The problem = Pick out all lines with the word "Avenue" from the records that follow.

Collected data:

==========

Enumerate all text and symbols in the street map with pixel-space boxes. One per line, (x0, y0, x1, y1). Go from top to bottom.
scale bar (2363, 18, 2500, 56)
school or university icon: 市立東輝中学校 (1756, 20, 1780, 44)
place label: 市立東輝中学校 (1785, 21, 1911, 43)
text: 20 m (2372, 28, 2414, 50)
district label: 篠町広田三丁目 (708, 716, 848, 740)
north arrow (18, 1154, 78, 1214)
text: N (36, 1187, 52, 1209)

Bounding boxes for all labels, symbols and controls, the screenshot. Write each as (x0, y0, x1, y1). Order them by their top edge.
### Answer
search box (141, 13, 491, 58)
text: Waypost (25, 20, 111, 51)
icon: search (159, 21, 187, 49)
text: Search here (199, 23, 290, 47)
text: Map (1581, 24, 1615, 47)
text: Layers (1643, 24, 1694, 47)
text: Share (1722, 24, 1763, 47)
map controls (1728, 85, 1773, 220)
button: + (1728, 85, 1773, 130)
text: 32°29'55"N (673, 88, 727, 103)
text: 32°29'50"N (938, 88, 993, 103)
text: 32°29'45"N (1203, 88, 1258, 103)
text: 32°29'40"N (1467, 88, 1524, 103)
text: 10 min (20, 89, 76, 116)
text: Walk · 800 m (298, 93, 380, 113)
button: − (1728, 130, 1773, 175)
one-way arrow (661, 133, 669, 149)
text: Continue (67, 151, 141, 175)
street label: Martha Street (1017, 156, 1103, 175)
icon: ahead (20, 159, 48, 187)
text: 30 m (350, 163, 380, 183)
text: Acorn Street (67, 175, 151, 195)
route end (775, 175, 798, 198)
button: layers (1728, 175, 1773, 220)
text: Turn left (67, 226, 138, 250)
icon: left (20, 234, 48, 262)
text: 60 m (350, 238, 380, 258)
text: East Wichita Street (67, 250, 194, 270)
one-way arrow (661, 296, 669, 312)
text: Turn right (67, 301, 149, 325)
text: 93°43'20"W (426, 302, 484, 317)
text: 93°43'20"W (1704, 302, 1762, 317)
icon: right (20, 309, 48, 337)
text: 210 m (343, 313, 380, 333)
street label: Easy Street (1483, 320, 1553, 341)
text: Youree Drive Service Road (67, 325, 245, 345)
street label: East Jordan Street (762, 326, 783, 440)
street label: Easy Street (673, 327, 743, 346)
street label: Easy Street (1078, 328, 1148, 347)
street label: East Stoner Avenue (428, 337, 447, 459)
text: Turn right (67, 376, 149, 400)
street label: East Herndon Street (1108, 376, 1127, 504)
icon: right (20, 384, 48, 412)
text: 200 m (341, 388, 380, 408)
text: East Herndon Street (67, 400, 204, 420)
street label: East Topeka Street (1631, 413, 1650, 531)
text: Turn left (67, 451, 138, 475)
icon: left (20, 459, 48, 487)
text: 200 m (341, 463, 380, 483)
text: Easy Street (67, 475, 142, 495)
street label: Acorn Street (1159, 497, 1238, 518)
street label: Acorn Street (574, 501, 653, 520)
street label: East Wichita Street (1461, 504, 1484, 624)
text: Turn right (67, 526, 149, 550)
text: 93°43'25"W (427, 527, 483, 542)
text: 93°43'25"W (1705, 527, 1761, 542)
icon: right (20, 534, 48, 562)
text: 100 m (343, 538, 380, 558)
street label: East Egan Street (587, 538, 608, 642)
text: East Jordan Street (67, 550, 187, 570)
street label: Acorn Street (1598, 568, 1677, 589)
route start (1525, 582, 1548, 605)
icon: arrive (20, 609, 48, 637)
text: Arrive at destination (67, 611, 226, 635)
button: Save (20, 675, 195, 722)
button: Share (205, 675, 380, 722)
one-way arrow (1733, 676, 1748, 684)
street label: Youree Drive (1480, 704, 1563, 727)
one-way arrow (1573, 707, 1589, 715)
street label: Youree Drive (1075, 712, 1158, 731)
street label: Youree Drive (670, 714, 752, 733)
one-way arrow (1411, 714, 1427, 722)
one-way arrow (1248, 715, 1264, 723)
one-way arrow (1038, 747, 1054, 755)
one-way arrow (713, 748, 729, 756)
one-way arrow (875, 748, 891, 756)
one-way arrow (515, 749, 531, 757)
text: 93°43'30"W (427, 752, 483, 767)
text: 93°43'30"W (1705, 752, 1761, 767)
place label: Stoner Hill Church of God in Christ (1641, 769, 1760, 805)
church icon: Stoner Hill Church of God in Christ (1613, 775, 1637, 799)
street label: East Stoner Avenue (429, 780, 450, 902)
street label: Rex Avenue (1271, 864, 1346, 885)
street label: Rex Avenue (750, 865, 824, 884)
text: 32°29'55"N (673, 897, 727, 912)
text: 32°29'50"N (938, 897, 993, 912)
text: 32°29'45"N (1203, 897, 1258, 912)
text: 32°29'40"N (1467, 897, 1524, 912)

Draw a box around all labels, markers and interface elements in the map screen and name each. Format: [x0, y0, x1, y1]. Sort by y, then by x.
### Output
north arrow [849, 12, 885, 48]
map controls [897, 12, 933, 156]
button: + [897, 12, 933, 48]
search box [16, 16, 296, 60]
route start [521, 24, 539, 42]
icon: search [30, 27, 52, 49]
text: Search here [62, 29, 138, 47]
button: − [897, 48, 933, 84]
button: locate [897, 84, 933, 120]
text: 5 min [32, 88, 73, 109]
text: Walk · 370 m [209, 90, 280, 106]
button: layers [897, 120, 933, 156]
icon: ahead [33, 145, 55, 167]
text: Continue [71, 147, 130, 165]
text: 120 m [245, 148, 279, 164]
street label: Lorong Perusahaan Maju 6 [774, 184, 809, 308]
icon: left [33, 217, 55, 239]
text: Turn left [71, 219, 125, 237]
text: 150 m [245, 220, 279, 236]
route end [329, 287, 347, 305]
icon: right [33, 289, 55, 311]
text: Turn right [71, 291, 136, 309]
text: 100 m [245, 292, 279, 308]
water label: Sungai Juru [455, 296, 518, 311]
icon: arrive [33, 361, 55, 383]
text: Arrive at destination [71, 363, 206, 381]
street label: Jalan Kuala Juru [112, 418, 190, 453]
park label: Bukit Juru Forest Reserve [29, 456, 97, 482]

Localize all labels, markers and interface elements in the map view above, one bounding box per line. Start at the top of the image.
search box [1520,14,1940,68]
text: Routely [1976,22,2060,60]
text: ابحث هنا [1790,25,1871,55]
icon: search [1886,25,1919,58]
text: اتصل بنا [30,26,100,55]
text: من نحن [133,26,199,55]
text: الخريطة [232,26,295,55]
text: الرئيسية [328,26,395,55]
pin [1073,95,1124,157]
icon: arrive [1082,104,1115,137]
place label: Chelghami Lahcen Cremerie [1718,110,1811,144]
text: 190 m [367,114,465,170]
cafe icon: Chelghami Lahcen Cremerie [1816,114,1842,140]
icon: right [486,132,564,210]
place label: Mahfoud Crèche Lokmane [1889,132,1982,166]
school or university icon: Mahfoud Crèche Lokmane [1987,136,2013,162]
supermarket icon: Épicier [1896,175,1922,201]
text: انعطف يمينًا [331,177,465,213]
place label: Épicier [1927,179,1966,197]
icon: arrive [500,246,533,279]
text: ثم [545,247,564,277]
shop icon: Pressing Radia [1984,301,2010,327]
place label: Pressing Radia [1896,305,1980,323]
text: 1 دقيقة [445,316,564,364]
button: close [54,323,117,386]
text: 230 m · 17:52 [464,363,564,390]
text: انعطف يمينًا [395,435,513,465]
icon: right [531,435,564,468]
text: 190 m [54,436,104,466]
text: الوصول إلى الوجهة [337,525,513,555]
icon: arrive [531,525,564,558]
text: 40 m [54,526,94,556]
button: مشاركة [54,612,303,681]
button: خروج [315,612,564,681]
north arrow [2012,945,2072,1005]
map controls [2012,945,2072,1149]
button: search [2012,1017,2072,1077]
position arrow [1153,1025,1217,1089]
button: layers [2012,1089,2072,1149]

==========

Response below =
street label: East Stoner Avenue (428, 337, 447, 459)
street label: East Stoner Avenue (429, 780, 450, 902)
street label: Rex Avenue (1271, 864, 1346, 885)
street label: Rex Avenue (750, 865, 824, 884)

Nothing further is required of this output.